Etant déjà habitués à marcher et à camper durant les week end, nous possédons tous une grande partie de l’équipement requis. Reste à prévoir quelques détails et surtout l’alimentation pour 2 semaines pour 4 personnes et c’est là que les choses se compliquent car en trek le poids est notre ennemi… Pour les intéressés, j’ai écris un article détaillé sur l’équipement pour un Trek en autonomie. Vous pouvez également lire mon article sur la partie Alimentation avec des idées de plats équilibrés et adaptés à une activité physique intensive. Entant végétarien je n’ai pas emporté de viande, j’ai tout de même fait des exceptions lorsque mes amis préparaient des plats communs avec de la viande locale achetée sur la route.

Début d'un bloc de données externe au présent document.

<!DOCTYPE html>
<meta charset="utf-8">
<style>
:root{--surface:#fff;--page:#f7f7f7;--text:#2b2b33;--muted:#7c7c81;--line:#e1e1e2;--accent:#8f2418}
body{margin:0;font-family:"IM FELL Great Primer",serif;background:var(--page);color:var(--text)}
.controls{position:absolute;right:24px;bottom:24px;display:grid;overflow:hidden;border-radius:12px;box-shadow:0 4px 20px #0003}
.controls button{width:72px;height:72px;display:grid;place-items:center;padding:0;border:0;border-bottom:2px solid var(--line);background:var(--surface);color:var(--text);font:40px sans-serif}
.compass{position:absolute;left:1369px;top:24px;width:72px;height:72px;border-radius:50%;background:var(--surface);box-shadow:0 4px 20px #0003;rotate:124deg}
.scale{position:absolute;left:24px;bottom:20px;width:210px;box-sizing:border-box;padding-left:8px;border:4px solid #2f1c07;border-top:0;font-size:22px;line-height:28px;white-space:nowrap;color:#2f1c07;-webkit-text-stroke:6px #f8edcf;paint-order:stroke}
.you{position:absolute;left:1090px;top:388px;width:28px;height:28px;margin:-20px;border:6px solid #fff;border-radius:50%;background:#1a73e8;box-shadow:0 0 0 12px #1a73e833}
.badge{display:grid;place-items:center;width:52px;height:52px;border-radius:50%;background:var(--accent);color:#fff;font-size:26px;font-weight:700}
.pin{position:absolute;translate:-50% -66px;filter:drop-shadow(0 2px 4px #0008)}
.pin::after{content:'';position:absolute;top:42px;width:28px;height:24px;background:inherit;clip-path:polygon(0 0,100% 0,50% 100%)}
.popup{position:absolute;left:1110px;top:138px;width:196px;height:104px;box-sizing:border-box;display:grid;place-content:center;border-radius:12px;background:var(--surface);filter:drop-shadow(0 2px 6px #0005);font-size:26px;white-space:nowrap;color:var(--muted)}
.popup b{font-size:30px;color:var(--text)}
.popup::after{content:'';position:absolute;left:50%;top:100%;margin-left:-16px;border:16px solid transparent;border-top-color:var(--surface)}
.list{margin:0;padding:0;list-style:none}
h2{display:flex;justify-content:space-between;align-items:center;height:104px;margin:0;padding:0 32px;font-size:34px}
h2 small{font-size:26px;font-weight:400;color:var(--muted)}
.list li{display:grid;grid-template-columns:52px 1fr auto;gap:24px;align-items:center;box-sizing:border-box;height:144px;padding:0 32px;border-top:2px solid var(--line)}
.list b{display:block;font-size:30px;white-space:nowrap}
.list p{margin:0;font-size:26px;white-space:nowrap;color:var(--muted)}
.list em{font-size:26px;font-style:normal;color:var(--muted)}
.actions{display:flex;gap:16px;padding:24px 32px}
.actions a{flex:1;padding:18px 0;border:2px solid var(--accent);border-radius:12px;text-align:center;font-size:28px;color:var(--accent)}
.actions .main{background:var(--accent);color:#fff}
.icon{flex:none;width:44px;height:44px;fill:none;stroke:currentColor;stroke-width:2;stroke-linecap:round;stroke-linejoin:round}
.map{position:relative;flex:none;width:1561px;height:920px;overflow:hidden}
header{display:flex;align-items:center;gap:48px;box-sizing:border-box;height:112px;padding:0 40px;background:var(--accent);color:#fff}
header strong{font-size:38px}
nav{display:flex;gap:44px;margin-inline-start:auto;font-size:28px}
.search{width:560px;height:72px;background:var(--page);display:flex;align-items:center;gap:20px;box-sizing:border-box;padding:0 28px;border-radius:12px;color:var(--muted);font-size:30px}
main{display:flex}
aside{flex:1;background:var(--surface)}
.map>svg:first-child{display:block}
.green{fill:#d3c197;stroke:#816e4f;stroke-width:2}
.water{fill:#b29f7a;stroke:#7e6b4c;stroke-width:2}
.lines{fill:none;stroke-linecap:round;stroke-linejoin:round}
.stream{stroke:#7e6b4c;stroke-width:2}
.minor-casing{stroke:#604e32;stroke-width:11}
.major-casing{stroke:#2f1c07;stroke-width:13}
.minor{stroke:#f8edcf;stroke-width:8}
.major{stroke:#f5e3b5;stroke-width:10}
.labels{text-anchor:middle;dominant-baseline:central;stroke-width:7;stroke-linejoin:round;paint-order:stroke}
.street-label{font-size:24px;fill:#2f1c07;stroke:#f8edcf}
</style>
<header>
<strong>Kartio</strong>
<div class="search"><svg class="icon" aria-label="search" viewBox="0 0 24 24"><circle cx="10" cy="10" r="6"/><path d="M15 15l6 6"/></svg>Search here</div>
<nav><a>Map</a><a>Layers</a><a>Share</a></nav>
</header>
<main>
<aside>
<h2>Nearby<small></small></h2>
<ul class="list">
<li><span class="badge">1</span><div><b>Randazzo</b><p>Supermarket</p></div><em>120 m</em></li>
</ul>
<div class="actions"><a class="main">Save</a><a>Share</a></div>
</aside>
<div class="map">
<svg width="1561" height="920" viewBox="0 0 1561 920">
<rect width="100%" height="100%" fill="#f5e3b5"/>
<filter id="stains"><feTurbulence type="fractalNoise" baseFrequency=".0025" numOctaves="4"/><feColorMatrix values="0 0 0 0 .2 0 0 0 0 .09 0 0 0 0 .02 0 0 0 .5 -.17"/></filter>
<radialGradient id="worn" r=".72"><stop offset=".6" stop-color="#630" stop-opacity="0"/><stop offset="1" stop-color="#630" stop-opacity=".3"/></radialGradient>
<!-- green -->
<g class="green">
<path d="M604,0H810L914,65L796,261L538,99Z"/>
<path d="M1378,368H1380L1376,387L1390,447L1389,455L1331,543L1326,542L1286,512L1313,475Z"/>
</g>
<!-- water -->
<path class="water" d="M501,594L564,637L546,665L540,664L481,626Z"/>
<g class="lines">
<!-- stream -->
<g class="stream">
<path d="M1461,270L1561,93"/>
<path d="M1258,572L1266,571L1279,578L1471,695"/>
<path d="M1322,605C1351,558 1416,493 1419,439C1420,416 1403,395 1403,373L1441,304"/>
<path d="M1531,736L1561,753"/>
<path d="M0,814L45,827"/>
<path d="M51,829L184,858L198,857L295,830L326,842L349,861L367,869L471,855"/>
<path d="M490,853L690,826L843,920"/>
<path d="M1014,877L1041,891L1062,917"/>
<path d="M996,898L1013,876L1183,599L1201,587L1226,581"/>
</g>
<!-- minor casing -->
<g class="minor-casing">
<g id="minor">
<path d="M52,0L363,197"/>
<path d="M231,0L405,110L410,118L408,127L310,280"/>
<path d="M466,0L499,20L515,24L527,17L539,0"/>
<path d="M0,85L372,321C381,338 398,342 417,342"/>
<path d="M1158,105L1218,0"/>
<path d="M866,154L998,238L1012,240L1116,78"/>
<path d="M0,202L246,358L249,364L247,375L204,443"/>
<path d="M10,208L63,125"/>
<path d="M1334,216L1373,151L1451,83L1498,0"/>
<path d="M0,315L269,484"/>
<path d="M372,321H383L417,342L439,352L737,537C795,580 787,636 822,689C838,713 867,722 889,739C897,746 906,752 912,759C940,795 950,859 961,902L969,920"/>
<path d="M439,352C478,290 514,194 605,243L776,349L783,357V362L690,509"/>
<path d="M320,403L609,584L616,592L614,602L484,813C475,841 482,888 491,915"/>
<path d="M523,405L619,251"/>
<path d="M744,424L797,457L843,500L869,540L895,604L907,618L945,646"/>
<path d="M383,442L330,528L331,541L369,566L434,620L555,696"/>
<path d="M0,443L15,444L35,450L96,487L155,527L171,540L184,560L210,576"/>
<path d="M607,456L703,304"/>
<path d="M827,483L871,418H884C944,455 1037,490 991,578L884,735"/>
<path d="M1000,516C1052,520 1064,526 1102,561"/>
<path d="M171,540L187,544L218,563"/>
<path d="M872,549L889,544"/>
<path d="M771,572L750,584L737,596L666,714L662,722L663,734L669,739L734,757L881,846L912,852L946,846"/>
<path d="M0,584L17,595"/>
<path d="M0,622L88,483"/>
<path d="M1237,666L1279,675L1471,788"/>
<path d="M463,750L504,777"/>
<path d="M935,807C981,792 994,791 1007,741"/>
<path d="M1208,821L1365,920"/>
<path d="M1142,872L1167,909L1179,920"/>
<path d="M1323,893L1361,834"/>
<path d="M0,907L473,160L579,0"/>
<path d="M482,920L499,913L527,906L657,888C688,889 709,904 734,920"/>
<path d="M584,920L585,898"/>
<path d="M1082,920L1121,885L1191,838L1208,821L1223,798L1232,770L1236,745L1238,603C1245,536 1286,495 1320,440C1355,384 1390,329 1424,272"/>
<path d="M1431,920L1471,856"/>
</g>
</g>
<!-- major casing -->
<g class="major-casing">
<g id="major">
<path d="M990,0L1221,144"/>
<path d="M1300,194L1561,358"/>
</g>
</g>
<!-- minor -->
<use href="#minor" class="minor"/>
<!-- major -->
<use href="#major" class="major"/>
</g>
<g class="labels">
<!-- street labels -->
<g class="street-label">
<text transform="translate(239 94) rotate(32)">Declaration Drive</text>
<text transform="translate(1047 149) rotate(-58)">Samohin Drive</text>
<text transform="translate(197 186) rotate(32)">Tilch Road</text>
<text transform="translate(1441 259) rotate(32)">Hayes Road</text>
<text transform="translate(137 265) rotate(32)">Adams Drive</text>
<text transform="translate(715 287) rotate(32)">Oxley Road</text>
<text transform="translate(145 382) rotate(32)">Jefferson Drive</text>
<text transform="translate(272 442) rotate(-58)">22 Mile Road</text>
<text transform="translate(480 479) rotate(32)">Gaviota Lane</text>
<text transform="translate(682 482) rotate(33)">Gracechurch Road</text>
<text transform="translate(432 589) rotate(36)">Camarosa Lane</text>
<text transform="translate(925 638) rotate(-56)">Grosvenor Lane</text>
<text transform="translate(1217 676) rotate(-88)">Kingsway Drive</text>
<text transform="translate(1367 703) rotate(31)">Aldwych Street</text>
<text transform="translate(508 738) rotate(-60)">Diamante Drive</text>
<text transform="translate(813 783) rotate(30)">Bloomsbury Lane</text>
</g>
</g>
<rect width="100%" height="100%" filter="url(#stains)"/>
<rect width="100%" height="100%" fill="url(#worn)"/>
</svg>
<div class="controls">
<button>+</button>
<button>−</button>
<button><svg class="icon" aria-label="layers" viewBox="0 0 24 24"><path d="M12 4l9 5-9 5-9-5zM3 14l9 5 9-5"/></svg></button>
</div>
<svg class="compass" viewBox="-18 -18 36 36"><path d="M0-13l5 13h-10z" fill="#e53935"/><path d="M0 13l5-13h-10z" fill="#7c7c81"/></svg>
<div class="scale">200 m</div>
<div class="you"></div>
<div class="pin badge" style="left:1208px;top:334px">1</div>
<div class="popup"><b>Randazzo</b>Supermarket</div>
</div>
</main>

LE TREK – 13 jours – 280km – 16.000m de dénivélé +
3 Septembre, réveil 05h45, c’est le grand jour, on se rejoint à la gare de Nice-Ville pour prendre le train, le voyage dure près de 8h pour finalement arriver à Briançon à 17h20, cette fois nous partons pour de bon, plein de motivation, le sourire aux lèvres et les sacs à dos bien chargés à +de 20kg (c’est lourd…).
1ère étape, environ 2h30 de marche car il est déjà tard, un bon dénivelé se présente à nous dès le début en quittant le village et il est vraiment difficile de se mettre en condition, les sacs sont très lourds et nous n’avons pas encore de rythme de marche. Nous finissons par monter le campement dans une pente, nous n’avons pas d’autres choix, le col est encore trop loin. Un bon repas s’annonce avec des Pérugines de chamois maison préparées par Baba, le chasseur du groupe, et autant vous dire que l’on s’est régalé. Il ne fait pas chaud mais nous sommes bien couvert et avons même démarré un petit feu de camp. On s’endort assez tôt mais notre première nuit va s’avérer mouvementée… La pente fait glisser nos matelas ce qui est plutôt désagréable et nous empêche d’atteindre un sommeil profond. Puis vers 3h30 d’énormes cris successifs nous réveillent tous. Une petite angoisse s’installe avant que Baba nous confirme le bruit d’un aboiement de chevreuil, visiblement mécontent que l’on soit installé sur son passage (pour les curieux voir cette vidéo d’un aboiement de chevreuil). L’animal finira par céder et nous contourner.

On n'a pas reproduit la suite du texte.